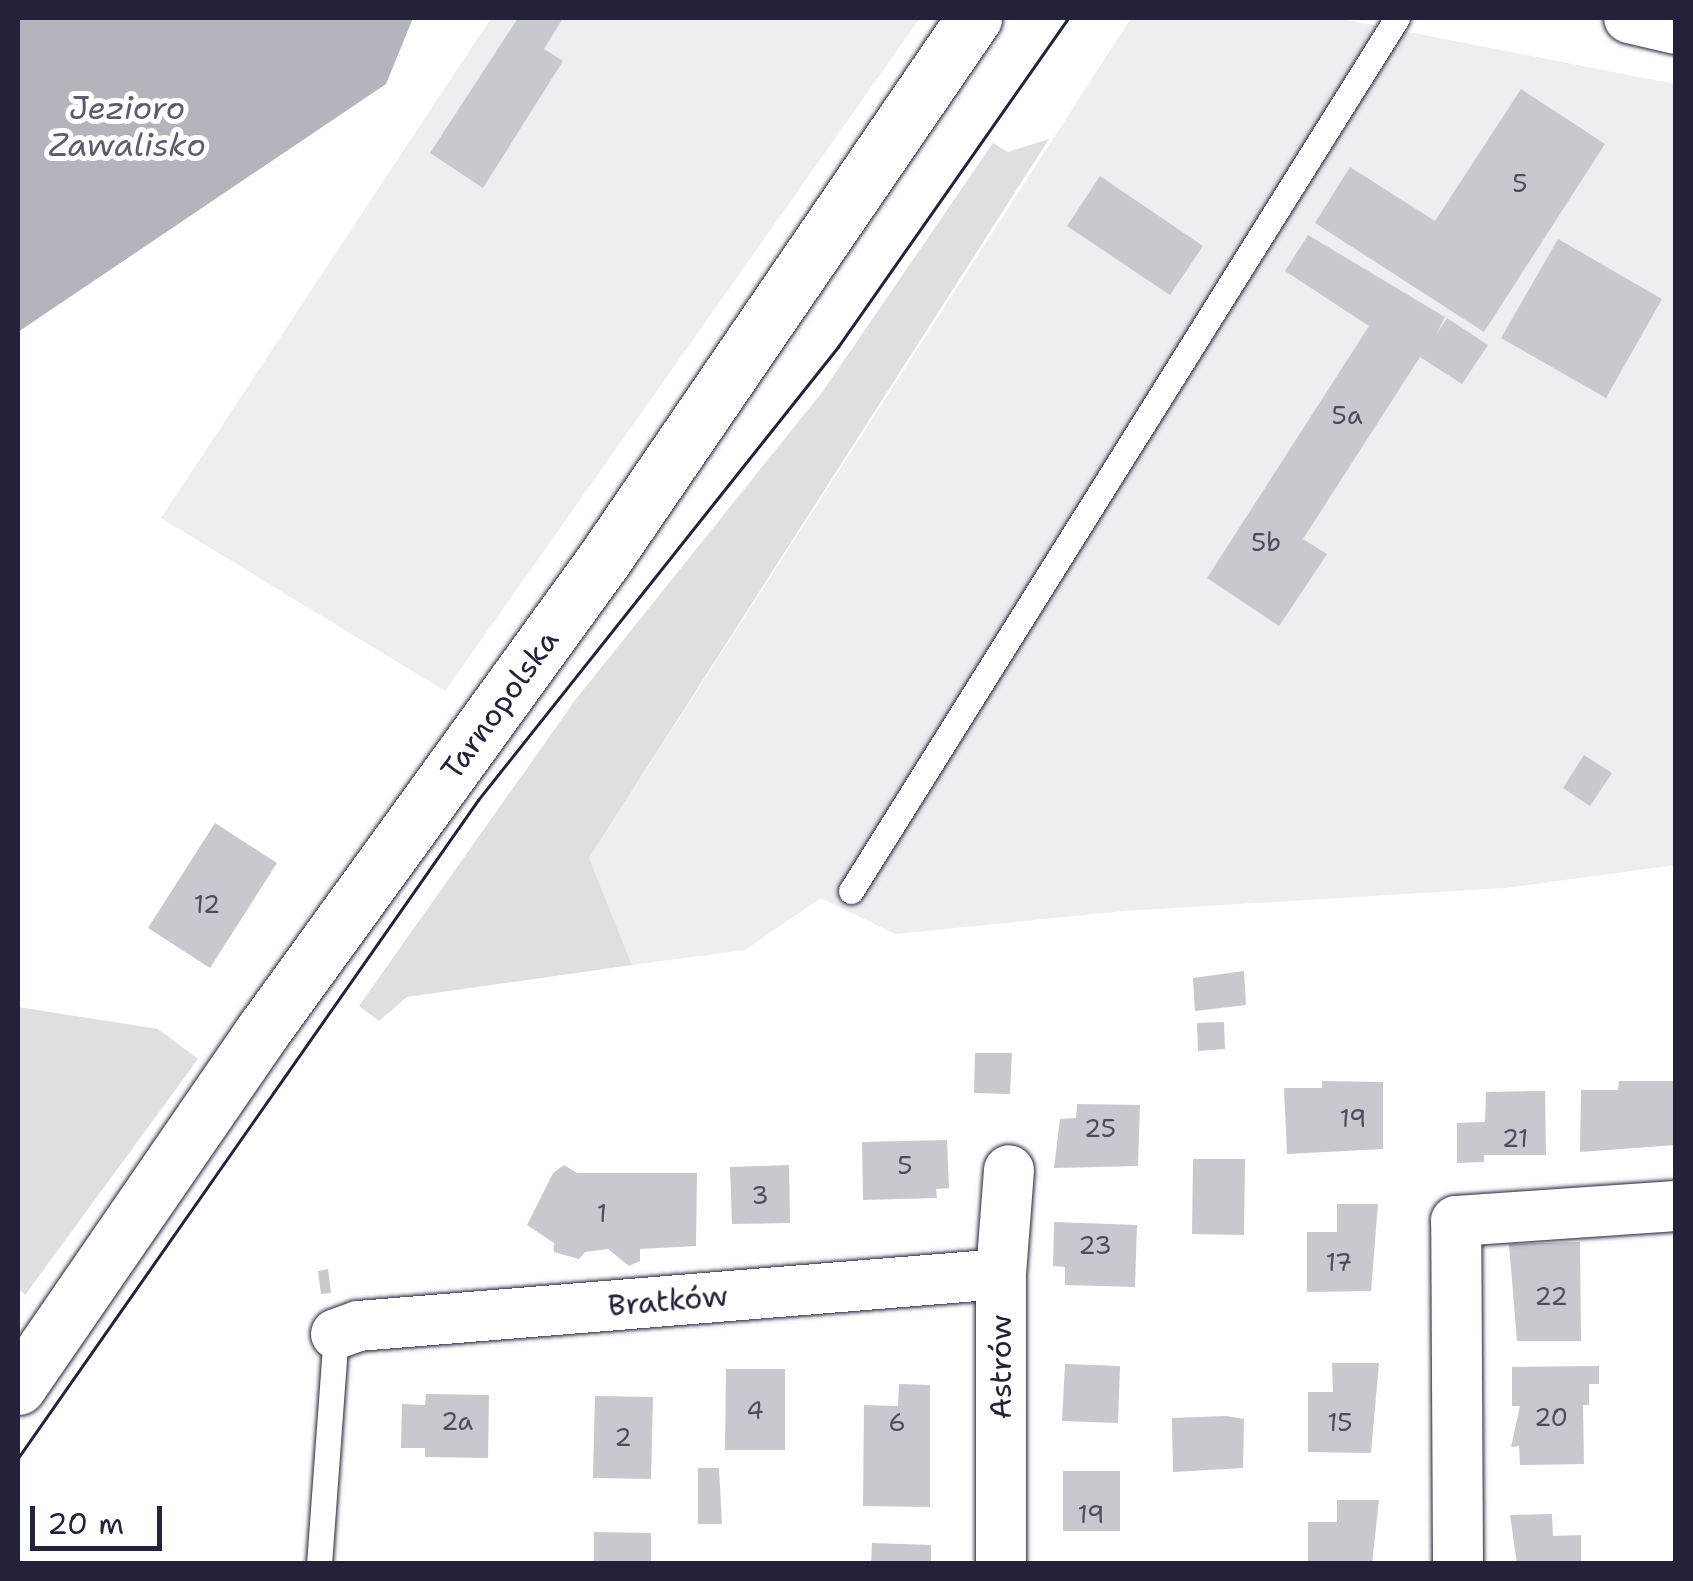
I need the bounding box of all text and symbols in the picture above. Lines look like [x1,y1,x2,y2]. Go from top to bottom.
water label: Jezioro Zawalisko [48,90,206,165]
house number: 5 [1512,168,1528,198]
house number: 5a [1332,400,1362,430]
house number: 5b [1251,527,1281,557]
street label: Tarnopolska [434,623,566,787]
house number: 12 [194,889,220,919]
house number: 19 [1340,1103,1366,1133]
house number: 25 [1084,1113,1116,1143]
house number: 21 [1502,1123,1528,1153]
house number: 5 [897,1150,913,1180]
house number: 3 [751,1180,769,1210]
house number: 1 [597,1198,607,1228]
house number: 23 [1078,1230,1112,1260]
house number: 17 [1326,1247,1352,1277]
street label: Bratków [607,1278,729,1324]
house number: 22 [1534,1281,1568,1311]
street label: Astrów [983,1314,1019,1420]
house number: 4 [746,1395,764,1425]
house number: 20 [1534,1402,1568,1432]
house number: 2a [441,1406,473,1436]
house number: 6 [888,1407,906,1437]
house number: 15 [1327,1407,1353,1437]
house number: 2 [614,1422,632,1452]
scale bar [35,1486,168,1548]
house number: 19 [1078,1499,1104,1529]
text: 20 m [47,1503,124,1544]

--

# GOAL OF THE EXERCISE
Please copy the records above word for word, omitting every picture.

# WRITTEN ANSWER
I need the bounding box of all text and symbols in the picture above. Lines look like [x1,y1,x2,y2]. Go from top to bottom.
water label: Jezioro Zawalisko [48,90,206,165]
house number: 5 [1512,168,1528,198]
house number: 5a [1332,400,1362,430]
house number: 5b [1251,527,1281,557]
street label: Tarnopolska [434,623,566,787]
house number: 12 [194,889,220,919]
house number: 19 [1340,1103,1366,1133]
house number: 25 [1084,1113,1116,1143]
house number: 21 [1502,1123,1528,1153]
house number: 5 [897,1150,913,1180]
house number: 3 [751,1180,769,1210]
house number: 1 [597,1198,607,1228]
house number: 23 [1078,1230,1112,1260]
house number: 17 [1326,1247,1352,1277]
street label: Bratków [607,1278,729,1324]
house number: 22 [1534,1281,1568,1311]
street label: Astrów [983,1314,1019,1420]
house number: 4 [746,1395,764,1425]
house number: 20 [1534,1402,1568,1432]
house number: 2a [441,1406,473,1436]
house number: 6 [888,1407,906,1437]
house number: 15 [1327,1407,1353,1437]
house number: 2 [614,1422,632,1452]
scale bar [35,1486,168,1548]
house number: 19 [1078,1499,1104,1529]
text: 20 m [47,1503,124,1544]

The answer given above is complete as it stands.